At other points in the album (see the verses of “Look What You Made Me Do” or “Gorgeous”), she drops her voice into a more sultry range that is immediately evocative of Lorde — ironic, given that Antonoff co-wrote Lorde’s most recent album too.
All this is to say that almost any 10-second segment off of Reputation can be directly attributed to another recent pop song or trend. That it is derivative doesn’t mean it is bad — the working definition of pop is that it is derivative of other pop, and that’s an inescapable result when the same group of songwriters are responsible for most music being released in the genre.
What it does mean is that for the first time, Swift is truly playing it safe.
The average song length on the album is 3 minutes, 42 seconds with a standard deviation of just 13 seconds in either direction — functionally cookie-cutter.

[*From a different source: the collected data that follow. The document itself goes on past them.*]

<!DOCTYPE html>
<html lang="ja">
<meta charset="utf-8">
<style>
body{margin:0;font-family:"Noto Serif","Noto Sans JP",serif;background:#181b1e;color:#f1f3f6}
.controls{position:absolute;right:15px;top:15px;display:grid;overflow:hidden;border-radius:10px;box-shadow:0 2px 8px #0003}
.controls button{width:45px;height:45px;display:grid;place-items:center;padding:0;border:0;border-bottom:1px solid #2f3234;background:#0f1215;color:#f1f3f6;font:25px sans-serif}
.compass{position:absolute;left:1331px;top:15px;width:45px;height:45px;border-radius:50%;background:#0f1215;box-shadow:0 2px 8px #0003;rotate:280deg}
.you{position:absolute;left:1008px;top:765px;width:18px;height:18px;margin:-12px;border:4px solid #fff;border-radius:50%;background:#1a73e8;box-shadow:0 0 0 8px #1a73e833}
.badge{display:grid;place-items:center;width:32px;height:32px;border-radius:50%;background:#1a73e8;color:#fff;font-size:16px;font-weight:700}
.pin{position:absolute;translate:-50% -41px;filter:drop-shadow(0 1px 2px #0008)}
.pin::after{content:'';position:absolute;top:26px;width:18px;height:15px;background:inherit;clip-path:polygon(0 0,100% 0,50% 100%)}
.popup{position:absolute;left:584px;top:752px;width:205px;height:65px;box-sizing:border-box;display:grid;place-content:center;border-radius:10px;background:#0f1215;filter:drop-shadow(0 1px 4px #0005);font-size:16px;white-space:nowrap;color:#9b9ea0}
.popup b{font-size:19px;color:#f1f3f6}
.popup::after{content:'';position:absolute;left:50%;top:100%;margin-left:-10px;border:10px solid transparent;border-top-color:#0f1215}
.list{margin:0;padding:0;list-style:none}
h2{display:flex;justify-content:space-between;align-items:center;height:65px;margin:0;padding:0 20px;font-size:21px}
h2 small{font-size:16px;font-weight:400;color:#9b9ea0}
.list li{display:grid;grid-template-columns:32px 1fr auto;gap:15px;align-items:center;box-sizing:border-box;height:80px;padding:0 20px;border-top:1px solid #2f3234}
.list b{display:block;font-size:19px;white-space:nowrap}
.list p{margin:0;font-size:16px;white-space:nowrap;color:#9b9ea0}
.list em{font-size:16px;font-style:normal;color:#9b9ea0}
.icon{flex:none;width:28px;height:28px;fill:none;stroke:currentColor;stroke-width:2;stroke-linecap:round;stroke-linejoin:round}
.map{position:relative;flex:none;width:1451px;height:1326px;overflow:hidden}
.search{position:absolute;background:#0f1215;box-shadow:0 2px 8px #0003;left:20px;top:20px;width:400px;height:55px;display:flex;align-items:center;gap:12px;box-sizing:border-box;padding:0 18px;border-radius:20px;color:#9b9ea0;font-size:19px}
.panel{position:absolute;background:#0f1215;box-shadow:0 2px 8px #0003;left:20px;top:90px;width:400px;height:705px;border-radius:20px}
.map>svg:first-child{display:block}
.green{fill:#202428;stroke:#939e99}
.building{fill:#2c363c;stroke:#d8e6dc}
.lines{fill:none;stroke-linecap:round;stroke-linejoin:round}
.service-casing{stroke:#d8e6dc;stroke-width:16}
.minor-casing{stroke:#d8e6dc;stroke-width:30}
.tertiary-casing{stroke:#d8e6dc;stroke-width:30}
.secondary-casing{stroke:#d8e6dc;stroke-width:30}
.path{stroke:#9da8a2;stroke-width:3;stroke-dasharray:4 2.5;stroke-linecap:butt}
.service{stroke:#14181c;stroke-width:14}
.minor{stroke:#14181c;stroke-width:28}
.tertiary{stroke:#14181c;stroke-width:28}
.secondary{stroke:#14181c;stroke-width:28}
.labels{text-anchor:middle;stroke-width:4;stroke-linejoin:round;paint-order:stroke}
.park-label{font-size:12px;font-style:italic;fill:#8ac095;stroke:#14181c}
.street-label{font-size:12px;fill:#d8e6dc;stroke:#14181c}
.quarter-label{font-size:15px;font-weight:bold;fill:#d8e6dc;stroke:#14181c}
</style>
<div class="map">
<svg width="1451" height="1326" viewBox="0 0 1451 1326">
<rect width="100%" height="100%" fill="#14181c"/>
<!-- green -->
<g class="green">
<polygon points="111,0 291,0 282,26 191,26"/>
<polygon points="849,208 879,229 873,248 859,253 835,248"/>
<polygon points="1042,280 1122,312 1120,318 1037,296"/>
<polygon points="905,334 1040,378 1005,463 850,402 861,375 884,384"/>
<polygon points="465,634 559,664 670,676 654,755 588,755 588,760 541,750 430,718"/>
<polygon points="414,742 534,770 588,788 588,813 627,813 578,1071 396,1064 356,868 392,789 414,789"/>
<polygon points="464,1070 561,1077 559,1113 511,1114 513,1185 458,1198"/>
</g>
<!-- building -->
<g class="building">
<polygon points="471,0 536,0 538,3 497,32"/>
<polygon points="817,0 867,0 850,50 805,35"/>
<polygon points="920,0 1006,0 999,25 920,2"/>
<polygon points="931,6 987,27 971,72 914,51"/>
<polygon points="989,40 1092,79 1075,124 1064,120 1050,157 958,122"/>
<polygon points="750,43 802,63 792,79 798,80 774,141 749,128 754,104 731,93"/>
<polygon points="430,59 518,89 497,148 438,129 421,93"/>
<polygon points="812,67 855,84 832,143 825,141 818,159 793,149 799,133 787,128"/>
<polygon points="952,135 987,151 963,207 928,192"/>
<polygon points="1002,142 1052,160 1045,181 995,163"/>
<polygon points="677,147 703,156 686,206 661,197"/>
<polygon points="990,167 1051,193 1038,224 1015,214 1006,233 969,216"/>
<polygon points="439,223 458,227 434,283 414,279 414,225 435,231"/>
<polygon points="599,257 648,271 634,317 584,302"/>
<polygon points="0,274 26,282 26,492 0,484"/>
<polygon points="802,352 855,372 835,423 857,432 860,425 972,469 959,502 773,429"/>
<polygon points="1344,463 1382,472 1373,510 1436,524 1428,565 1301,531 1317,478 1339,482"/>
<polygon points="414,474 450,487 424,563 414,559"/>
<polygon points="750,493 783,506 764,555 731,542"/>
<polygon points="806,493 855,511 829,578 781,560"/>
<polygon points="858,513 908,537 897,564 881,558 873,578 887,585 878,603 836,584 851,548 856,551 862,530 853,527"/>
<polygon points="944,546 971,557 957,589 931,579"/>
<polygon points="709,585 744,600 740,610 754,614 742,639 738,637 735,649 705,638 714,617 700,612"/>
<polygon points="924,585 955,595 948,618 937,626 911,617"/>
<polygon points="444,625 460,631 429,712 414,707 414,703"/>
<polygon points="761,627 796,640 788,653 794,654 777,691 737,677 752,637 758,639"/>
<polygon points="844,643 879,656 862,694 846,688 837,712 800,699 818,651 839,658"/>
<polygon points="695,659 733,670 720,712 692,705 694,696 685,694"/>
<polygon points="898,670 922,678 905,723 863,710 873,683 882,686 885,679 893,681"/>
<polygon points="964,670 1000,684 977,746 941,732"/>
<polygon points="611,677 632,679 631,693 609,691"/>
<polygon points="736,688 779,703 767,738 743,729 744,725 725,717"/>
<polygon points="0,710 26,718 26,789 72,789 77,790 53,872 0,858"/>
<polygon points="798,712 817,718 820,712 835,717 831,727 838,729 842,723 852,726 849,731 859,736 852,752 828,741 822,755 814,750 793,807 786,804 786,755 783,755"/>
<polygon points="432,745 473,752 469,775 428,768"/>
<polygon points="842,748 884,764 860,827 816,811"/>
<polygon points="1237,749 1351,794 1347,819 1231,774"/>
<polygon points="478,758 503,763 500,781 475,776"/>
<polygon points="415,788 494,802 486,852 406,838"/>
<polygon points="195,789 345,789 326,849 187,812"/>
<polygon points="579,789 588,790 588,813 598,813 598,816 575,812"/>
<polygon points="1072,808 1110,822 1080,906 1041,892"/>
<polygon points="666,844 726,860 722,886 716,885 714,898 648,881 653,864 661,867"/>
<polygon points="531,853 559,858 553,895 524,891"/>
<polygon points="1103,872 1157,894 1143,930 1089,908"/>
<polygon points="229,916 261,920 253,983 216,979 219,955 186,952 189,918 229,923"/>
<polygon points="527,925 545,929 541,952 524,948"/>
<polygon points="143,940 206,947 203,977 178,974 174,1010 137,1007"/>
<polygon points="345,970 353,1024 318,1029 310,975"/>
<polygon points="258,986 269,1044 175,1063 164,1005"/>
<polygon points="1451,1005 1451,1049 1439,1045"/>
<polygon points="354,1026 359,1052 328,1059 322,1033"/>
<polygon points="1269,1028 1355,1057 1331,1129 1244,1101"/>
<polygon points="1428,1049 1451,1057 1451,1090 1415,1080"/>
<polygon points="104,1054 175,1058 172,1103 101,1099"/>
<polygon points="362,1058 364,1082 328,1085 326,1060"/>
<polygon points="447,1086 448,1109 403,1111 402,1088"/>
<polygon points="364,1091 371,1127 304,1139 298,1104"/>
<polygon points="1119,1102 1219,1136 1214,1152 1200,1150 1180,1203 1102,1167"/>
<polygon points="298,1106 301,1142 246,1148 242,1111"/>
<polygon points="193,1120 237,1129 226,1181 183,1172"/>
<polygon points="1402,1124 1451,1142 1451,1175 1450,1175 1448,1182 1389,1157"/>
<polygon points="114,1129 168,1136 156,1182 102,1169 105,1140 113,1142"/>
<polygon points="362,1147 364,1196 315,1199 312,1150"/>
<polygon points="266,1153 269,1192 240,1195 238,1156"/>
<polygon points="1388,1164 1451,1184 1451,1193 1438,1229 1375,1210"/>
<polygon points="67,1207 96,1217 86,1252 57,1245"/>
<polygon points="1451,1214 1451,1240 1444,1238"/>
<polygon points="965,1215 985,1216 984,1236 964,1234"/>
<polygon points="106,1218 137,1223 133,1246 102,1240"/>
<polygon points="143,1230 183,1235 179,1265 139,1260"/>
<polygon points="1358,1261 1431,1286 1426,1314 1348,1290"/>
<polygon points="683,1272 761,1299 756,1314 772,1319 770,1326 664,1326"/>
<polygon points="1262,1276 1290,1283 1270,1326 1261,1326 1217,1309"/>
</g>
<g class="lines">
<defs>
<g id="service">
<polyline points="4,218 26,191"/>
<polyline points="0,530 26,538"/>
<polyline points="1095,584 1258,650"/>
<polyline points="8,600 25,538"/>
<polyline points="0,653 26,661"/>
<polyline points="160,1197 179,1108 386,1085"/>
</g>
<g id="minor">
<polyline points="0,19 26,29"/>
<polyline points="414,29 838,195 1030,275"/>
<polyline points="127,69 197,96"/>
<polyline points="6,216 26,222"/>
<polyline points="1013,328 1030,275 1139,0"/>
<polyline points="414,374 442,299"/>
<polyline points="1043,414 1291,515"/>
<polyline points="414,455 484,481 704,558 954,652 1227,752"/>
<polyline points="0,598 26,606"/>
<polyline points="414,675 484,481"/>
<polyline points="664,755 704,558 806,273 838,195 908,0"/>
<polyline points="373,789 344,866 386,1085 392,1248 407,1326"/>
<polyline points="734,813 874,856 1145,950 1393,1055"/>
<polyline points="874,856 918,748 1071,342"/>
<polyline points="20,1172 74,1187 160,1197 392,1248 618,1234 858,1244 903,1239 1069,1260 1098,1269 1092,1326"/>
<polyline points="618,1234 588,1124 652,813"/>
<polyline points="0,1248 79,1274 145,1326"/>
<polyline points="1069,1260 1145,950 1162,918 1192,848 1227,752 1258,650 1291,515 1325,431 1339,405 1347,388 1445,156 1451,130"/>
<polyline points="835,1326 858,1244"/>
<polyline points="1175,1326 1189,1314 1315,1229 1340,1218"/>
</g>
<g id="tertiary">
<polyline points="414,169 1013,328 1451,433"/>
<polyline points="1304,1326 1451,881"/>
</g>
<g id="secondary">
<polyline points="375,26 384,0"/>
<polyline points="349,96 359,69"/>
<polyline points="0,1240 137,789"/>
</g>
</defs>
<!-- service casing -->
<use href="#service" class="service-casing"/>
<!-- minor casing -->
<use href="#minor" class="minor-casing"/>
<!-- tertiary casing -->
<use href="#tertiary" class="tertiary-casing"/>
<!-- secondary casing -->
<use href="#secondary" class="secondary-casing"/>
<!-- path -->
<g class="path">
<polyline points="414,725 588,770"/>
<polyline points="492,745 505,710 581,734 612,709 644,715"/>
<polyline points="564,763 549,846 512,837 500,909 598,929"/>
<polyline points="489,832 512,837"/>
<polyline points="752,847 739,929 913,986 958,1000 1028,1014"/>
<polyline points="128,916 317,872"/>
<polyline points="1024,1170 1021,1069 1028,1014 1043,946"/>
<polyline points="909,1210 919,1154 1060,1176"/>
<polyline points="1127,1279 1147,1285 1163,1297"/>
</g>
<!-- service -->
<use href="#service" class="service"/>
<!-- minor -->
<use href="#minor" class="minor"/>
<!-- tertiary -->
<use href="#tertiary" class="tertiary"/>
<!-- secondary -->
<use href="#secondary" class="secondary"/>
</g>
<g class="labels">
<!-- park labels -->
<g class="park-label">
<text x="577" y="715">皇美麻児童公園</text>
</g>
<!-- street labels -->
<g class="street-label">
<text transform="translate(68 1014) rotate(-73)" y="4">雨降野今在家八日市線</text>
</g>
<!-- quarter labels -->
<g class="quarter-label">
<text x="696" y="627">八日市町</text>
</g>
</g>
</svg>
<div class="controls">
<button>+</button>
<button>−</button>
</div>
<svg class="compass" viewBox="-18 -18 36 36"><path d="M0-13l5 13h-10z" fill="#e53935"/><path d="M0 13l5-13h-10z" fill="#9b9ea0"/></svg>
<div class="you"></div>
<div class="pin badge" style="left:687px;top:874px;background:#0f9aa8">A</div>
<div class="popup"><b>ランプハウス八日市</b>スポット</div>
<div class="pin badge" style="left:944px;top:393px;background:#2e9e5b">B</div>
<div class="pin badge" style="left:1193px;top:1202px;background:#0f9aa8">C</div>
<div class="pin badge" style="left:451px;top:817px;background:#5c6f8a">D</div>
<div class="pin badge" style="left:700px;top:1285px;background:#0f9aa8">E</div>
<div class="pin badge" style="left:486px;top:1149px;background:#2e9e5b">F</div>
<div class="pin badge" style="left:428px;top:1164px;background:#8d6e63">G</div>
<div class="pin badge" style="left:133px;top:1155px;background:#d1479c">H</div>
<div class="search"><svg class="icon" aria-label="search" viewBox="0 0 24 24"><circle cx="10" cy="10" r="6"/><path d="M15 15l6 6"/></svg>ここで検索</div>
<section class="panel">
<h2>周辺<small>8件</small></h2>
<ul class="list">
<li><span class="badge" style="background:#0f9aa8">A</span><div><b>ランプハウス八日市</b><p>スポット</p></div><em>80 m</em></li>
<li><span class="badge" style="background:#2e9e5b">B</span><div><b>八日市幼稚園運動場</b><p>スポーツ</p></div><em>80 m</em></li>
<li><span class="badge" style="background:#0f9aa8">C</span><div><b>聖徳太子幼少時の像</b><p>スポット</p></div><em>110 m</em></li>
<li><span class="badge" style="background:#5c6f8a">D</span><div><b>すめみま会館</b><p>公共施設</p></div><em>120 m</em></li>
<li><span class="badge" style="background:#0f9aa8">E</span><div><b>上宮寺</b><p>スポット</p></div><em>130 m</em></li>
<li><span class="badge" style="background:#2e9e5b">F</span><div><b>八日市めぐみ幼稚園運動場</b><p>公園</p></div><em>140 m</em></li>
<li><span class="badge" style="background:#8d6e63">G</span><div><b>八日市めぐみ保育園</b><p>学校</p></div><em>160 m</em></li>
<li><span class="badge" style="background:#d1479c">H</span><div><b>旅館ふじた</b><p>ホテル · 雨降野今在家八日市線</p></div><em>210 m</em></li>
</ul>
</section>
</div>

And where Reputation could have been an interesting inward look at her own place in popular culture (as was hinted by early single “Look What You Made Me Do”), it arrives as an overwhelmingly standard Swiftian set of tracks pining for boys (and dumping them) under new production paint.
It’s an album pulled in three directions: toward the Ariana Grande-and-Chainsmokers pop of Martin and Shellback, toward the nostalgia pop of Antonoff and toward what Swift seems to want as a place in the middle that integrates her own unique touches — that Swift pushes through in the chorus to “…Ready For It?” and album closer “New Year’s Day.”
Swift’s fans probably won’t care about any of this, since outside a few isolated, cringeworthy production decisions, the album is pretty easy to listen to. “Delicate,” for all it’s genericicity, has a compulsive island-Latin beat. “Look What You Made Me Do” is exactly as provocative as it needed to be, with a killer pre-chorus. For all its vocoder-overtones, “King of My Heart” will be familiar in construction to long-time Swift fans. And those fans that have grown with Swift can now get hot and heavy to “Dress.”
Ultimately, sonics fall aside, given that her record-sales are in the bag. She’s forced her fans to shell out exorbitant amounts on album presales and merch just to get access to concert tickets for her tour, and in typical form, she is not porting to any streaming services — it’s no surprise she’s secured 400,000+ album sales before it even releases.
For Swift the businesswoman, then, Reputation is probably exactly what it needed to be.